Task data

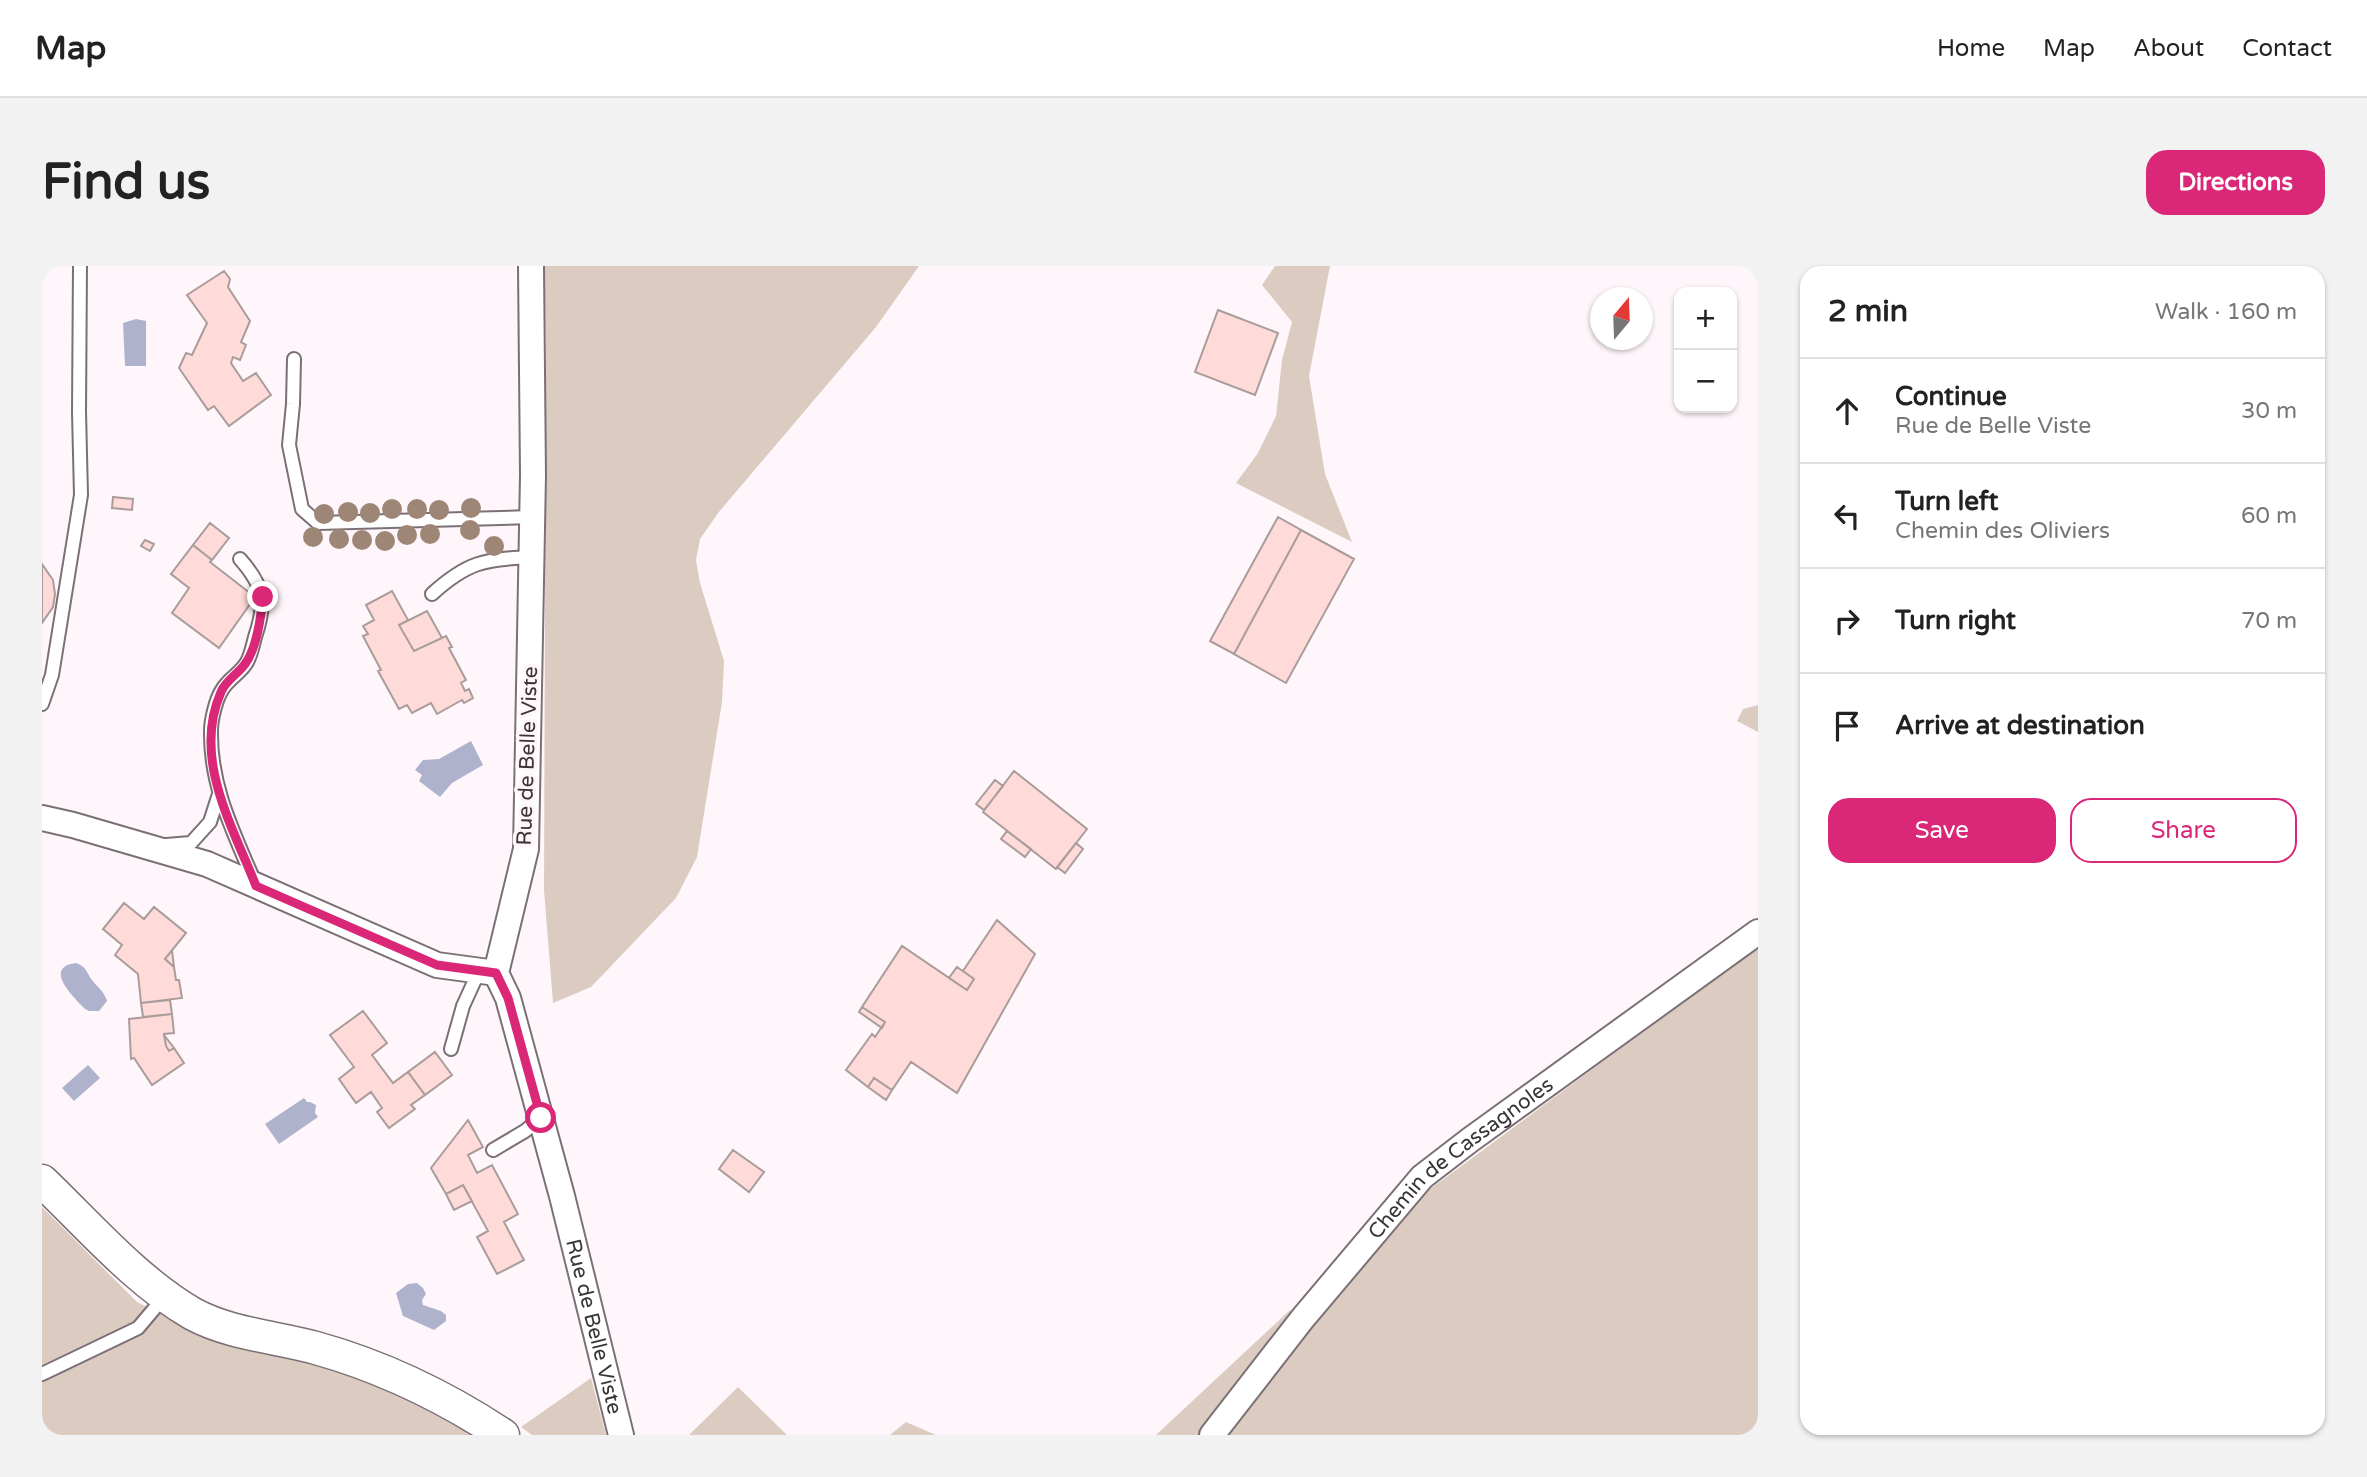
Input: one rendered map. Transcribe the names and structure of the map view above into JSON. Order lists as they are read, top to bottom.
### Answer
{
  "streets": {
    "street": ["Rue de Belle Viste", "Chemin de Cassagnoles"]
  },
  "north": "top",
  "page": {
    "header": "Map",
    "nav": [
      "Home",
      "Map",
      "About",
      "Contact"
    ],
    "buttons": [
      "Directions",
      ["Save", "Share"]
    ],
    "title": "Find us",
    "heading": ["2 min", "Walk · 160 m"],
    "map_buttons": ["+", "−"],
    "list": [
      ["Continue", "Rue de Belle Viste", "30 m"],
      ["Turn left", "Chemin des Oliviers", "60 m"],
      ["Turn right", "70 m"],
      "Arrive at destination"
    ]
  }
}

What the task asks
The whole listing, pictures excluded, should be output exactly.

Reply to the exercise
Input: one rendered map. Transcribe the names and structure of the map view above into JSON. Order lists as they are read, top to bottom.
### Answer
{
  "streets": {
    "street": ["Rue de Belle Viste", "Chemin de Cassagnoles"]
  },
  "north": "top",
  "page": {
    "header": "Map",
    "nav": [
      "Home",
      "Map",
      "About",
      "Contact"
    ],
    "buttons": [
      "Directions",
      ["Save", "Share"]
    ],
    "title": "Find us",
    "heading": ["2 min", "Walk · 160 m"],
    "map_buttons": ["+", "−"],
    "list": [
      ["Continue", "Rue de Belle Viste", "30 m"],
      ["Turn left", "Chemin des Oliviers", "60 m"],
      ["Turn right", "70 m"],
      "Arrive at destination"
    ]
  }
}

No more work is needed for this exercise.